***** Given information *****

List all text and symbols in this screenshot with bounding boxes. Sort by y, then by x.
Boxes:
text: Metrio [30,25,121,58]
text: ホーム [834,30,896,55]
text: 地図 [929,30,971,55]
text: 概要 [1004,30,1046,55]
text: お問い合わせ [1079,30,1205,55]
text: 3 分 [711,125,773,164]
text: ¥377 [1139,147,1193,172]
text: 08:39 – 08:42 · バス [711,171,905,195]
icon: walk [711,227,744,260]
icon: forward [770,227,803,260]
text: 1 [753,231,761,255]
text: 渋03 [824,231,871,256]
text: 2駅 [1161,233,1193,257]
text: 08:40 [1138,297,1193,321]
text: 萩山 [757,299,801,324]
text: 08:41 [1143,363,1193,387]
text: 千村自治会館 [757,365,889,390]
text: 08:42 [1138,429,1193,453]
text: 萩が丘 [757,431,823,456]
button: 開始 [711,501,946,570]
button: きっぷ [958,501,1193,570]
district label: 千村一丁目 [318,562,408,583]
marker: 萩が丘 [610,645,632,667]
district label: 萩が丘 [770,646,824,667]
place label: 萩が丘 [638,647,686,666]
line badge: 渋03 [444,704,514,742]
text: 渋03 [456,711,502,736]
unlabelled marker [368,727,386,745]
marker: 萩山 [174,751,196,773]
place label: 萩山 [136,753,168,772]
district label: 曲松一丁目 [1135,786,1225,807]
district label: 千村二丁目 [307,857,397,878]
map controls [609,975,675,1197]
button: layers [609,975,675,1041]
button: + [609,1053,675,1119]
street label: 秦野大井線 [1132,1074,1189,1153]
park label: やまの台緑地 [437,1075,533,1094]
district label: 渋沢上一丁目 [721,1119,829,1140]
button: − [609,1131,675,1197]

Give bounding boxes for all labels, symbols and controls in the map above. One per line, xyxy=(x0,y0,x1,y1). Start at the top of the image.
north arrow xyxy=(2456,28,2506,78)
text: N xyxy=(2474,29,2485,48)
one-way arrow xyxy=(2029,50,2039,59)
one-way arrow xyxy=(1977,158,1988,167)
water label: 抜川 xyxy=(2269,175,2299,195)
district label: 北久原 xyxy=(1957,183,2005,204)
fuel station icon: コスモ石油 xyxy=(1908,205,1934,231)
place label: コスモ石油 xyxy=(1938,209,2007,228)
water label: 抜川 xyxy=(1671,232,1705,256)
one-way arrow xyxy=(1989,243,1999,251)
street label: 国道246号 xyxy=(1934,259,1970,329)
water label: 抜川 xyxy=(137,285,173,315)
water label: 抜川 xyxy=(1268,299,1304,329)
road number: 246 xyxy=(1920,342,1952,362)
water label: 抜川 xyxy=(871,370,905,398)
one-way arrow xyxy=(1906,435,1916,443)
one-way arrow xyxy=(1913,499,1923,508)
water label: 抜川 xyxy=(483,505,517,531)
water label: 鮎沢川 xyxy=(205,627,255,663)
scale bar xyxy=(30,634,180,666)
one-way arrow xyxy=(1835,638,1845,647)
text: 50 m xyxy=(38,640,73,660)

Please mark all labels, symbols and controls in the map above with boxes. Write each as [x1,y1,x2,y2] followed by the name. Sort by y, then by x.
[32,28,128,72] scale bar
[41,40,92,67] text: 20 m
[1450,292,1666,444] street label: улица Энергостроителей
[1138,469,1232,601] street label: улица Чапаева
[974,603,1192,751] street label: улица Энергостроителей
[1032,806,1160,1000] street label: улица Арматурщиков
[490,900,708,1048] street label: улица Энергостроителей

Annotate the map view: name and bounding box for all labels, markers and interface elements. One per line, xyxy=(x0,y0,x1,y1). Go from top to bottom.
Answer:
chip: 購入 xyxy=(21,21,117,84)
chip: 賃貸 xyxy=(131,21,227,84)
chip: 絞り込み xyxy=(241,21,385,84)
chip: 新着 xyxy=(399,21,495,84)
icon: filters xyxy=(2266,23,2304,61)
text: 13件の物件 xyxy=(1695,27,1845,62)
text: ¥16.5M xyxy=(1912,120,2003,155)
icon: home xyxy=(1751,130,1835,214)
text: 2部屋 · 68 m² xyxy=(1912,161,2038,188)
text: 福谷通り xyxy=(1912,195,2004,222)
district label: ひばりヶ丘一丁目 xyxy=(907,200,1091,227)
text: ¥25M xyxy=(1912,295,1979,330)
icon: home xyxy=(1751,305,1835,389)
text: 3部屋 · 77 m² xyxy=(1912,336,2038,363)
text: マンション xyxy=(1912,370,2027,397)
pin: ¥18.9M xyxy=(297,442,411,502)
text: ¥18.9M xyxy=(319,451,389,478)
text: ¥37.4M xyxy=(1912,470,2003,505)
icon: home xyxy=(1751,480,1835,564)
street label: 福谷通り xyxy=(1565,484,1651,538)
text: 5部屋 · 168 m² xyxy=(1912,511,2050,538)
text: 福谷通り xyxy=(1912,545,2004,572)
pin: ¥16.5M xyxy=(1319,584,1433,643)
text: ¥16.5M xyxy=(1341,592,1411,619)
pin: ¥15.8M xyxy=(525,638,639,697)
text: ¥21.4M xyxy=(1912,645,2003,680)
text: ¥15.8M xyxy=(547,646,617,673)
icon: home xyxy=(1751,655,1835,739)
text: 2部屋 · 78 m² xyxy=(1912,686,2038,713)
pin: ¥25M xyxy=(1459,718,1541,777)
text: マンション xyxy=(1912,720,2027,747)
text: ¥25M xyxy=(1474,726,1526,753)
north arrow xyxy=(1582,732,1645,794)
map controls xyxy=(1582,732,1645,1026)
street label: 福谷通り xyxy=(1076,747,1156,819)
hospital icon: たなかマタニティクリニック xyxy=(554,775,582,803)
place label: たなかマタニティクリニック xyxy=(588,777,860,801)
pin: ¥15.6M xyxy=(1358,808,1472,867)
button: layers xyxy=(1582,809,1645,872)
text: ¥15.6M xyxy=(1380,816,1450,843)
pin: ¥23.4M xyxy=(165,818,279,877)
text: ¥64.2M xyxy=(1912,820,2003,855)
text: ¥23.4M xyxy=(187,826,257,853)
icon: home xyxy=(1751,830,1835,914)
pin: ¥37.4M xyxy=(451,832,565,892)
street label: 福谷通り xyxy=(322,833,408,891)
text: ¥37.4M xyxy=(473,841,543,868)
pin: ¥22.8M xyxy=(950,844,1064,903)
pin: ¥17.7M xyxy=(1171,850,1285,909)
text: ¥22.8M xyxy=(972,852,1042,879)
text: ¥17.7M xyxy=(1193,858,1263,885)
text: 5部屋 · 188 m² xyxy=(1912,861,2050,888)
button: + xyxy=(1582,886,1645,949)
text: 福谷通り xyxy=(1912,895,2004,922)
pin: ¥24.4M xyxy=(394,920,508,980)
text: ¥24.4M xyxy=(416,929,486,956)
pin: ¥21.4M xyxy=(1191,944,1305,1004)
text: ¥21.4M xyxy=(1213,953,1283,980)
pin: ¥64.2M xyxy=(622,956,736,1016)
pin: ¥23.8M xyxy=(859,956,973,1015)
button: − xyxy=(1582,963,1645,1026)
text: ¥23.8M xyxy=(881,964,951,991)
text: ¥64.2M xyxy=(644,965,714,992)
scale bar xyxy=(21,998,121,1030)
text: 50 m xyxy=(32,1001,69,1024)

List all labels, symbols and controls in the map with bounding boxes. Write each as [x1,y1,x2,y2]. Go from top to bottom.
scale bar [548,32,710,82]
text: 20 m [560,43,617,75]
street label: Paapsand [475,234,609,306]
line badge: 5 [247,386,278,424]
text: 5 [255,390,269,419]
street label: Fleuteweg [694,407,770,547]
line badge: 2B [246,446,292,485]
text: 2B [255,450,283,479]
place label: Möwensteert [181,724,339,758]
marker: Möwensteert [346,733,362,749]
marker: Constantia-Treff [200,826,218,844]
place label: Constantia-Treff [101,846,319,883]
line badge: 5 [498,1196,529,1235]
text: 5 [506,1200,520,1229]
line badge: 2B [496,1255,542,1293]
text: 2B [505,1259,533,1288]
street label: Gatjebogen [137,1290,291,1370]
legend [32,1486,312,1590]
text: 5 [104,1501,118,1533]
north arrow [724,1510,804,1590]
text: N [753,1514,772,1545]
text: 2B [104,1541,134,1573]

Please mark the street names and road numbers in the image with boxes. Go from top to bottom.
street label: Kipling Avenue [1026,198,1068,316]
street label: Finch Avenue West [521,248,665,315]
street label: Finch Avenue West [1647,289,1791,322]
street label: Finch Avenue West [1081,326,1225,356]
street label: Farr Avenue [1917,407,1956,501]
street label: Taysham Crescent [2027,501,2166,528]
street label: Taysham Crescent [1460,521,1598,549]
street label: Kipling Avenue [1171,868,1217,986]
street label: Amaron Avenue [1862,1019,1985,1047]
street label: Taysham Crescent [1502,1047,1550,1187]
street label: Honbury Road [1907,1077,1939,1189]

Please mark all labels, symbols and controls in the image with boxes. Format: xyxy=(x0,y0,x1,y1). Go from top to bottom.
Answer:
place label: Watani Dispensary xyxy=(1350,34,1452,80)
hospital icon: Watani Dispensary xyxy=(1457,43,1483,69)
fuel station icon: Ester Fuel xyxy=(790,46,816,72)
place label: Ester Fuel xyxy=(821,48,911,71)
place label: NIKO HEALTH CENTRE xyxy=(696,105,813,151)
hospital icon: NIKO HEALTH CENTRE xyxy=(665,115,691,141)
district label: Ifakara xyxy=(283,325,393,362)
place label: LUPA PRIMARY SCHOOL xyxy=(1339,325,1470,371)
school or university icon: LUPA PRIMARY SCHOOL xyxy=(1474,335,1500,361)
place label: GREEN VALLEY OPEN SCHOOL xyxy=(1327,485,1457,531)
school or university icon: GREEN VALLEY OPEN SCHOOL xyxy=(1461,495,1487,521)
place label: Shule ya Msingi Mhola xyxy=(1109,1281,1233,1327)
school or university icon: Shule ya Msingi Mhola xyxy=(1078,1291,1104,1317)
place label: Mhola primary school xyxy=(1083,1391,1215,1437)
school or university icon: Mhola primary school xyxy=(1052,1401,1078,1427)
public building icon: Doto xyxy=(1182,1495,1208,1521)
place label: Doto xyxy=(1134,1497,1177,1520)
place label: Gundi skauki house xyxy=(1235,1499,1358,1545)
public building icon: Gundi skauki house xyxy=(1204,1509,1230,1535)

*****

Work task
Give back exactly the lines above starting at the line where "Please mark all labels, symbols and controls in the map" appears and ending at the line where "Annotate the map" appears, both included, with no other lines.

Problem solution
Please mark all labels, symbols and controls in the map above with boxes. Write each as [x1,y1,x2,y2] followed by the name. Sort by y, then by x.
[32,28,128,72] scale bar
[41,40,92,67] text: 20 m
[1450,292,1666,444] street label: улица Энергостроителей
[1138,469,1232,601] street label: улица Чапаева
[974,603,1192,751] street label: улица Энергостроителей
[1032,806,1160,1000] street label: улица Арматурщиков
[490,900,708,1048] street label: улица Энергостроителей

Annotate the map view: name and bounding box for all labels, markers and interface elements. One per line, xyxy=(x0,y0,x1,y1). Go from top to bottom.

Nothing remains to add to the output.